Making sense of Australia's smartest intersection

Man installs AIMES sensors at intersection
The network of sensors at the intersection of Johnston and Nicholson Streets works to capture commuter, vehicle and public transport movements.

An intersection in inner-city Melbourne has been labelled the most intelligent in the world, with its network of smart sensors working to capture commuter, vehicle and public transport’s movements to avoid dangerous activity, enhance sustainability, improve safety and reduce congestion.

The intersection, at Johnston and Nicholson Streets in Carlton, is part of the Australian Integrated Multimodal EcoSystem (AIMES), consisting of more than 200 smart sensors connecting all parts of the transport environment within a six square kilometre area across the suburb.

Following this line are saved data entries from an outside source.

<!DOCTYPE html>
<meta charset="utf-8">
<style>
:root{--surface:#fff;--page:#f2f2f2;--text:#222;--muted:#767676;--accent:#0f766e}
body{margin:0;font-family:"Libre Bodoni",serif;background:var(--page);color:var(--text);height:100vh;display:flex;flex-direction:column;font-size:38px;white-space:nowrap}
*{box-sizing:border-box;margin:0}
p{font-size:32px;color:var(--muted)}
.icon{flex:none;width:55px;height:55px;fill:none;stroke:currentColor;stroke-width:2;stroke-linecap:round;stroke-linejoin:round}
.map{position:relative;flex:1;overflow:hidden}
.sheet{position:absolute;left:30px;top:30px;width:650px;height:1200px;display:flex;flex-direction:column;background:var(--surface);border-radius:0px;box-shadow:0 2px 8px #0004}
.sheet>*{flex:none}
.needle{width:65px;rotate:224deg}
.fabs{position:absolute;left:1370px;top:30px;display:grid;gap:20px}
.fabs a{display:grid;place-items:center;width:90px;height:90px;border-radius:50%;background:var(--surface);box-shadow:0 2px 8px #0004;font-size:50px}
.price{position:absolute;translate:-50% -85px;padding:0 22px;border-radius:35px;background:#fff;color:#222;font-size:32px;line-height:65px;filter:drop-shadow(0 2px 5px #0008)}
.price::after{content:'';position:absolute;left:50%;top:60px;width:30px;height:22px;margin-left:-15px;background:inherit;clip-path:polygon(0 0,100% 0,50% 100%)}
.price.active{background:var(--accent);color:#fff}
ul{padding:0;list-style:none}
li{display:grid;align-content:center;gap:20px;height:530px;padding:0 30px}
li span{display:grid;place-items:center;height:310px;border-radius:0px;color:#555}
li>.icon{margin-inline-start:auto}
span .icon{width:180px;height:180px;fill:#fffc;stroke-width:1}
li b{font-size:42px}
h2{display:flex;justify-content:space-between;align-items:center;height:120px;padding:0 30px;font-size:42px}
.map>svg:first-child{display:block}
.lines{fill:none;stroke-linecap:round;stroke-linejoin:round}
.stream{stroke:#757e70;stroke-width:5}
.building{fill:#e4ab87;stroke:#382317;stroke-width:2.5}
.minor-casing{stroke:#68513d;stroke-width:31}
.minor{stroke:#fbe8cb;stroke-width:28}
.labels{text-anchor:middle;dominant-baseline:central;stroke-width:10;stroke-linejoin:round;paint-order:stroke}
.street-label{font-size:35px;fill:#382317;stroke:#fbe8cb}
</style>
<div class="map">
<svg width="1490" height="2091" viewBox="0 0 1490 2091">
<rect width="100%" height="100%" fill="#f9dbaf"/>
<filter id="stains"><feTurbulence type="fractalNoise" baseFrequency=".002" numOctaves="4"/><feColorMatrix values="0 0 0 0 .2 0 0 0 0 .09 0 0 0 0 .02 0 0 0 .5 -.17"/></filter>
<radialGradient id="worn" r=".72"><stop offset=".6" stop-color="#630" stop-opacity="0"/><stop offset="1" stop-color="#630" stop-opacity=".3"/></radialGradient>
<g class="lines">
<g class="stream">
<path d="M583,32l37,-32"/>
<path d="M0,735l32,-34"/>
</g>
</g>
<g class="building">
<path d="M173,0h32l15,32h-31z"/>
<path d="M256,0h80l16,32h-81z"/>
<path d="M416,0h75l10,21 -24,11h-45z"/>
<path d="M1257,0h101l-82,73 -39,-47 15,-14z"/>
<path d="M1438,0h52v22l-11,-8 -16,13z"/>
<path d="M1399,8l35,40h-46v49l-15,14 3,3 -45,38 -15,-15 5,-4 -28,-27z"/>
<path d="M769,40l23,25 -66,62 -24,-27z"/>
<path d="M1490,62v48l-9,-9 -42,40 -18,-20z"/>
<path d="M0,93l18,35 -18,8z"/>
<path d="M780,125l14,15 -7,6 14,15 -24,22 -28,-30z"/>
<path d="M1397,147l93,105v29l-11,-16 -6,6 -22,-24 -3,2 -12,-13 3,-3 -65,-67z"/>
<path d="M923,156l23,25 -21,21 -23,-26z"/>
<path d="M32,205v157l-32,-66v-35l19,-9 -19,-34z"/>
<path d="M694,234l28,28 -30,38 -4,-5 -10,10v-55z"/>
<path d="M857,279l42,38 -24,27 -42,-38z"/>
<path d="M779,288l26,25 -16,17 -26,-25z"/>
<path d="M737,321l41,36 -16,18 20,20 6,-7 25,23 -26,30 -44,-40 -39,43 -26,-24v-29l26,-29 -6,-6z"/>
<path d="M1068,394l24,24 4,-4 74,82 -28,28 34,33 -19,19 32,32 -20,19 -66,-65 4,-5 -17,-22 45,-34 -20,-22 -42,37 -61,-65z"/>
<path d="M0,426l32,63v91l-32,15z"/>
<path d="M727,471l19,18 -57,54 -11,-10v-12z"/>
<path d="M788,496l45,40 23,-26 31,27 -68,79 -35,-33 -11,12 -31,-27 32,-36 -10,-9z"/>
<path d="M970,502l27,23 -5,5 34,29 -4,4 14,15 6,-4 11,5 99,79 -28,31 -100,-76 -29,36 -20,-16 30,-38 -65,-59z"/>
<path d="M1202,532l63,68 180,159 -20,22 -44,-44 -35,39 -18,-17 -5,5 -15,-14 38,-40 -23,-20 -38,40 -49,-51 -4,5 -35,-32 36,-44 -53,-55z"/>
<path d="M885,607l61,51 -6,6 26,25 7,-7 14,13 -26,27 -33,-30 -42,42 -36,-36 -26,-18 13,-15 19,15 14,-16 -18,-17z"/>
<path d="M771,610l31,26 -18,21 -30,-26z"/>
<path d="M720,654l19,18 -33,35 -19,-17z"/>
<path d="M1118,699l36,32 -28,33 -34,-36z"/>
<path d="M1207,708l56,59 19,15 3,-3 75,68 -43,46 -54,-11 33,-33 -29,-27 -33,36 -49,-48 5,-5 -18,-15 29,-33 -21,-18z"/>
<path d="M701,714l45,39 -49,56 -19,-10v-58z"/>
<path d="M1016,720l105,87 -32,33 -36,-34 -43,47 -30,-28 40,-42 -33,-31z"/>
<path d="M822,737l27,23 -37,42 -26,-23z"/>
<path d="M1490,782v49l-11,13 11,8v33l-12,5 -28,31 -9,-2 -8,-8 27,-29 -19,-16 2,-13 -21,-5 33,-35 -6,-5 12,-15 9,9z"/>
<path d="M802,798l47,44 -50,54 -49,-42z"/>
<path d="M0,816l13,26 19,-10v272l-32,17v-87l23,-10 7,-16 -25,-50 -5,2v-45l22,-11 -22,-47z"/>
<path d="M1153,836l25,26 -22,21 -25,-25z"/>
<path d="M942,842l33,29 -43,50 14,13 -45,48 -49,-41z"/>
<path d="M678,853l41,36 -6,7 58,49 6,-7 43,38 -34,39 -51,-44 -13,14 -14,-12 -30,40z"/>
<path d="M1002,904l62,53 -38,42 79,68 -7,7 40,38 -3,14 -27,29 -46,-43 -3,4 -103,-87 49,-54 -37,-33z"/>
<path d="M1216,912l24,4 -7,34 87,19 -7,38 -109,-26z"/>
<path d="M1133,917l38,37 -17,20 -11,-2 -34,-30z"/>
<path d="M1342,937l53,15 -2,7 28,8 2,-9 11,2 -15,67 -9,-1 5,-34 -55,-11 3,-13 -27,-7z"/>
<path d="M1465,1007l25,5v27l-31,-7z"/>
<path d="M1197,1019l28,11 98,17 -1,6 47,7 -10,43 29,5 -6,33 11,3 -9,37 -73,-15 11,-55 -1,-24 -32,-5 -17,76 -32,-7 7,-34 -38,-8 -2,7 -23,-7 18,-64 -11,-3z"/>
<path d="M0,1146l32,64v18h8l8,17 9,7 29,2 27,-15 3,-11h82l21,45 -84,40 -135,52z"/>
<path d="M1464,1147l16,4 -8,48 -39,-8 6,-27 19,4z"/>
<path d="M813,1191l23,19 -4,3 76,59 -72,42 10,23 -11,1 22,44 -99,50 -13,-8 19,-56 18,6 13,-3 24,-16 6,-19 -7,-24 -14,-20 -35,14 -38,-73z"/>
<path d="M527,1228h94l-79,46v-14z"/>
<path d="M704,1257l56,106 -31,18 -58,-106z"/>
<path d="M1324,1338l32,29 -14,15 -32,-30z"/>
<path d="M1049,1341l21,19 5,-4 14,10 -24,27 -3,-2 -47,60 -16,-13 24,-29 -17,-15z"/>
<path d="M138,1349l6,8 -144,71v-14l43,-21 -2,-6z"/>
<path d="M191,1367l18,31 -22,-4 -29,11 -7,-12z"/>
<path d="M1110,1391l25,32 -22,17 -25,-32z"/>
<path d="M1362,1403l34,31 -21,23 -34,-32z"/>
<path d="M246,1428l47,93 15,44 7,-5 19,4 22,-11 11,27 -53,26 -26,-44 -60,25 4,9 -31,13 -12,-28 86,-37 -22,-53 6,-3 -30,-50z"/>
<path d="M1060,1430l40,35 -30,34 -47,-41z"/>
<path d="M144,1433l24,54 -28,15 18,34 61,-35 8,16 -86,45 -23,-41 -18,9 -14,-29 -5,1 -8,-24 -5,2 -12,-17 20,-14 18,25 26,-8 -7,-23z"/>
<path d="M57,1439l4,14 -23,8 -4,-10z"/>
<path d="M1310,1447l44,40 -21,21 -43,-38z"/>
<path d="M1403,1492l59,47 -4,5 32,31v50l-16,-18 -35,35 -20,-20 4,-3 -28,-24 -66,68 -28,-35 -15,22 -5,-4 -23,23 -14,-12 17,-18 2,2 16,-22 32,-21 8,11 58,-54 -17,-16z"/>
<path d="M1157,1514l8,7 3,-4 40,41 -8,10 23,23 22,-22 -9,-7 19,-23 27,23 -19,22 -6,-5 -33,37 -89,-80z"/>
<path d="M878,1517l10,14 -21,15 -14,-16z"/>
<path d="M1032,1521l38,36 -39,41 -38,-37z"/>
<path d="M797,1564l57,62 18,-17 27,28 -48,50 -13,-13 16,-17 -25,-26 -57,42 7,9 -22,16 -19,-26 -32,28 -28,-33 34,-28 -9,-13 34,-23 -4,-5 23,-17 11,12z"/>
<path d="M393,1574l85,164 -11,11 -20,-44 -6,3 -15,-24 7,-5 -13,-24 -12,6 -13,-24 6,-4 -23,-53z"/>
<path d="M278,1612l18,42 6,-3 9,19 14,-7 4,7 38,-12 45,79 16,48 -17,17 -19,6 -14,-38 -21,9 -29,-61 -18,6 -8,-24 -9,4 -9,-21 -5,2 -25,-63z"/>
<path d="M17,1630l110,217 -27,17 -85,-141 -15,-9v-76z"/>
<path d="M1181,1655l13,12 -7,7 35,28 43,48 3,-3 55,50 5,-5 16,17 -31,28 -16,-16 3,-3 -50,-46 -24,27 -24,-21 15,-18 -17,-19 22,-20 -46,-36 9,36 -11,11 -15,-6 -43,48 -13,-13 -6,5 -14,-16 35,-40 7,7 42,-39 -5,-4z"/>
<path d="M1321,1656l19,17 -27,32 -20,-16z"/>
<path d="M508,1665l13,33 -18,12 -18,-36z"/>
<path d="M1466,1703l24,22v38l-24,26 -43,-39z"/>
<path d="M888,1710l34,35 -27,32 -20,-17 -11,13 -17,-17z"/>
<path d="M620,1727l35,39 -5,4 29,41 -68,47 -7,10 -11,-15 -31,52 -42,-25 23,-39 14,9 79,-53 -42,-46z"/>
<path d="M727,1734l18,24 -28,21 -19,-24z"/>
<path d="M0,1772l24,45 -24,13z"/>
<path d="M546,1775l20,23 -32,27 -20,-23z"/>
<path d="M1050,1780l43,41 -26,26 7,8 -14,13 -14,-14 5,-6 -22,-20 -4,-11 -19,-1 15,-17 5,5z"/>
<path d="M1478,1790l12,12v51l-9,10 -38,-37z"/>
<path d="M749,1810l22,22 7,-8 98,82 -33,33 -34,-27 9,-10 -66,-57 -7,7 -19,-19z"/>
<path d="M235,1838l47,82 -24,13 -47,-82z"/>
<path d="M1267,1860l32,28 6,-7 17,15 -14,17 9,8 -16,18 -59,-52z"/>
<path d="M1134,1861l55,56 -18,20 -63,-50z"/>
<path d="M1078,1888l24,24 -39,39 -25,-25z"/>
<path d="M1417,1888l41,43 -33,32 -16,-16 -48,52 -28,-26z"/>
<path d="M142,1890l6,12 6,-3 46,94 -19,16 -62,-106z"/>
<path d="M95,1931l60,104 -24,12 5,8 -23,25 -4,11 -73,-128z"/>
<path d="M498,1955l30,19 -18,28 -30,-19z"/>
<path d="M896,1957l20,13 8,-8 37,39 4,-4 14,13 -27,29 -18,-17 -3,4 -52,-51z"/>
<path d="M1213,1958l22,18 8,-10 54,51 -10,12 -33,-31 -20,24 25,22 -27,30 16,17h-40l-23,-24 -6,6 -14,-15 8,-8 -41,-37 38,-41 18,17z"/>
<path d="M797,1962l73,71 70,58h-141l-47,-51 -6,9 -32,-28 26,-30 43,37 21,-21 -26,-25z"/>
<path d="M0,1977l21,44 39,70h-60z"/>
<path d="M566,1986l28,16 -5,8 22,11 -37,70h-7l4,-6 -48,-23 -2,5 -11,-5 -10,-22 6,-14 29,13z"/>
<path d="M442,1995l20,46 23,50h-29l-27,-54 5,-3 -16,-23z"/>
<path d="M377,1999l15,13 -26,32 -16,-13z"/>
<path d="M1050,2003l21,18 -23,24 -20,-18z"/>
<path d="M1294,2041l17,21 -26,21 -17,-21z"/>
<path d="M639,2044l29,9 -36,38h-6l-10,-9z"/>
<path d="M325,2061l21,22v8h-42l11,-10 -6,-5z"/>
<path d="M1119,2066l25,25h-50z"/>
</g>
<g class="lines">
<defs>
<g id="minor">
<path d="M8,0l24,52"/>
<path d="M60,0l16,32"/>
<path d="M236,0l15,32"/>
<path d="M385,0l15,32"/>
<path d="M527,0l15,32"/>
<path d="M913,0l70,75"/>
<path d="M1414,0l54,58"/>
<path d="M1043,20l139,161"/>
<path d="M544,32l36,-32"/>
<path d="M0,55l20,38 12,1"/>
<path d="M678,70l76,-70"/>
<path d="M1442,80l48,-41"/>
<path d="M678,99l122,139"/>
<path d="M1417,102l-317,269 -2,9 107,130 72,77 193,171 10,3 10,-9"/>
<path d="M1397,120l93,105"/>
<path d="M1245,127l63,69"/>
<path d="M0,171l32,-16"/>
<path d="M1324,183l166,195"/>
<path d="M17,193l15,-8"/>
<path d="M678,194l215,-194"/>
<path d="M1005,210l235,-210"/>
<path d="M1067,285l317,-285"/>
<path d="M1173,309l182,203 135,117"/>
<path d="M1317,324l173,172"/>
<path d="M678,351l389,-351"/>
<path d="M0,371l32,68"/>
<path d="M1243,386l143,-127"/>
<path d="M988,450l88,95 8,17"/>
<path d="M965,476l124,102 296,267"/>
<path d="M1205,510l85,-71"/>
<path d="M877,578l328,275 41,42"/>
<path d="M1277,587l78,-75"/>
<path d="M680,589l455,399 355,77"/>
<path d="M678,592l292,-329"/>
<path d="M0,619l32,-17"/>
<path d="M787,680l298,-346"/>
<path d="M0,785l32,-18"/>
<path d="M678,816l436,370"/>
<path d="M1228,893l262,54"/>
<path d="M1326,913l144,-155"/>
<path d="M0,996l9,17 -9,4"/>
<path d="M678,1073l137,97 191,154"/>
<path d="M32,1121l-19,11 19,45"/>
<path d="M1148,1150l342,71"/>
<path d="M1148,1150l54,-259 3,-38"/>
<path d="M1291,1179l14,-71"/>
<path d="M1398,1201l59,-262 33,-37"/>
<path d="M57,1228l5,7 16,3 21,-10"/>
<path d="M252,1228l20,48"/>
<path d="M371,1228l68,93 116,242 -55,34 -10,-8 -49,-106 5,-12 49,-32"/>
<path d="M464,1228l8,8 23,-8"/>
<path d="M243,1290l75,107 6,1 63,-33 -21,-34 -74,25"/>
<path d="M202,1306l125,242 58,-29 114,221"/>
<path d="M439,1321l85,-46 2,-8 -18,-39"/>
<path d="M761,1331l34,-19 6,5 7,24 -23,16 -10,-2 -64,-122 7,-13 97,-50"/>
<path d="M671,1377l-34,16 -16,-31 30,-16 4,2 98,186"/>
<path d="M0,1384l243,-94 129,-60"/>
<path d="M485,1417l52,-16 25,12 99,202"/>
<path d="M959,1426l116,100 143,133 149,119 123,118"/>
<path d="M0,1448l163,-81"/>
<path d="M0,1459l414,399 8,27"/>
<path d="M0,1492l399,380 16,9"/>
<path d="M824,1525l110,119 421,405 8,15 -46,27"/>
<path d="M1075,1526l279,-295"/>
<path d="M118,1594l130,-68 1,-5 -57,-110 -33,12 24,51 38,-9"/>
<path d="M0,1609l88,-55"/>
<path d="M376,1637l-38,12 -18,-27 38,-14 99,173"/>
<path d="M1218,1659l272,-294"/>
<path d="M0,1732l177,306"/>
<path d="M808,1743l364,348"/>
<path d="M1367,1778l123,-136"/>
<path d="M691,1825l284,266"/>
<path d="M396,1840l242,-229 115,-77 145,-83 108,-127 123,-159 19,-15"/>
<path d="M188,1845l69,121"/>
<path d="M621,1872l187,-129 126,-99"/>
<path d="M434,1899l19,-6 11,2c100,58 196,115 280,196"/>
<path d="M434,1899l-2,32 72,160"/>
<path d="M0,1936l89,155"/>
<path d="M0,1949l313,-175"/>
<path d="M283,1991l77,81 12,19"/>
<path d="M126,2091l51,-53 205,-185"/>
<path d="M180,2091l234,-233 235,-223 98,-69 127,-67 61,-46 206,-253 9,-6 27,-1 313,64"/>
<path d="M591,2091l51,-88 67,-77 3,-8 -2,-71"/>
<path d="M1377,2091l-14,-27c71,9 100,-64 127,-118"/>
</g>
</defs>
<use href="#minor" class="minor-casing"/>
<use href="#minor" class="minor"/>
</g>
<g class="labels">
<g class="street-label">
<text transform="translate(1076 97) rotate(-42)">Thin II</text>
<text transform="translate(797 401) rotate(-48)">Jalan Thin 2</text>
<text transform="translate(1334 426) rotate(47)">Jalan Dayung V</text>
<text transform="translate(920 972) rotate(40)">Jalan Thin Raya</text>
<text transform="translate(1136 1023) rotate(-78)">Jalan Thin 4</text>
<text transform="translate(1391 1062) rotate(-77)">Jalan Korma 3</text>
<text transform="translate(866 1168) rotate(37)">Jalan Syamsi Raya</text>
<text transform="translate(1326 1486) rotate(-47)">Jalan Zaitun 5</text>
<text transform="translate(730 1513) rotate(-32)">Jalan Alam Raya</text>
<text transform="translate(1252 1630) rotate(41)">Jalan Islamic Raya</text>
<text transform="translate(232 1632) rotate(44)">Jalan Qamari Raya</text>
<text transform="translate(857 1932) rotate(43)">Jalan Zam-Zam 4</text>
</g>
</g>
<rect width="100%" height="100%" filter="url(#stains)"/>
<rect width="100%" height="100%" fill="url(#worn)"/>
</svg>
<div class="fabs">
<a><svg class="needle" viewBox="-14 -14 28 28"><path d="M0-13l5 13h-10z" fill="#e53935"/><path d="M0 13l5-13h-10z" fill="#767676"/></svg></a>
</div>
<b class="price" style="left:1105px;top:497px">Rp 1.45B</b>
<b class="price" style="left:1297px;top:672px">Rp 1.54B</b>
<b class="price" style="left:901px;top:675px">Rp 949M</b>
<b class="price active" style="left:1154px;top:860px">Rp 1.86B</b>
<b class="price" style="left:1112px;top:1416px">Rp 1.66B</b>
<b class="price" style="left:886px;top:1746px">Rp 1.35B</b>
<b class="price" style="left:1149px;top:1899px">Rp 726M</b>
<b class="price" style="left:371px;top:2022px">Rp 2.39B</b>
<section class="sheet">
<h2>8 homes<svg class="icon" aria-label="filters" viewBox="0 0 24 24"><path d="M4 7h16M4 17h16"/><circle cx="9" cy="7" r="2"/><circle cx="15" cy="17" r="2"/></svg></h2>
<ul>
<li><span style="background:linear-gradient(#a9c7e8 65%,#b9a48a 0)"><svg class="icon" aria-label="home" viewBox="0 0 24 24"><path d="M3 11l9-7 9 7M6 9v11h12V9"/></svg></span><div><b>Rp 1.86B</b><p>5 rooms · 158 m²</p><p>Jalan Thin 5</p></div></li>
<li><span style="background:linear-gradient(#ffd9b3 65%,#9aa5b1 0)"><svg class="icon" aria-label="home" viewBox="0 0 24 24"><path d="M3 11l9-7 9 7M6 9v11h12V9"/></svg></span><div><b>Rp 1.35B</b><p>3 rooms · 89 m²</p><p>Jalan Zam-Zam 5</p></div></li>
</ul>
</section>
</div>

AIMES is the first transport ecosystem of its kind, where new, emerging and integrated Internet of Things (IoT) technologies can be trialled in a real-world environment.

Led by Melbourne School of Engineering transport systems engineer Majid Sarvi, AIMES’ vision is to deliver safer, cleaner and more sustainable transport solutions for all.

AIMES uses artificial intelligence to profile intersections to identify potentially dangerous activity of vehicles and road users, including vulnerable road users like cyclists and pedestrians. Over time, AIMES is developing a deeper understanding of what safety measures and actions can be taken to prevent future collisions at intersections to keep us safe.

These include measures such as priority traffic light signals for emergency vehicles or real-time dashboard warnings alerting drivers to a cyclist in their blind spot.

Professor Sarvi has issued a challenge to find an intersection more intelligent than the one at Johnston and Nicholson Streets.

“The technology in AIMES captures what trucks, bikes, pedestrians, cars, motorbikes, buses and trams are doing at the same time, and captures those movements in real time – where they are moving, how fast they are going, how many vehicles are queuing, which vehicle is likely to come in to the path of another,” he said.

“We don’t think there’s another intersection in the country – possibly the world – that comes close to knowing as much about how its users respond to the environment. We have smart sensors and IoT technologies working together to provide AIMES with this valuable anonymised data.”

Professor Sarvi issued his global challenge to find a more interconnected intersection ahead of the World Engineers Conference being held in Melbourne from 20-22 November, where he will be showcasing AIMES.

Media are invited to attend a technical tour of AIMES at 2:30pm on Tuesday 19 November in Carlton, to see firsthand, trials that are currently in operation. These include AI mapping and measurement of movement to mitigate dangerous activity, improved safety and enhanced city mobility. There will also be an opportunity to ride on the University’s autonomous shuttle vehicle. Please contact Stephanie Juleff for further information.

The University of Melbourne is a premier sponsor of World Engineers Convention.

AIMES is University of Melbourne-led with more than 50 industry, technology and government partners including Cisco, Cohda Wireless, Transport and Accident Commission and Department of Transport.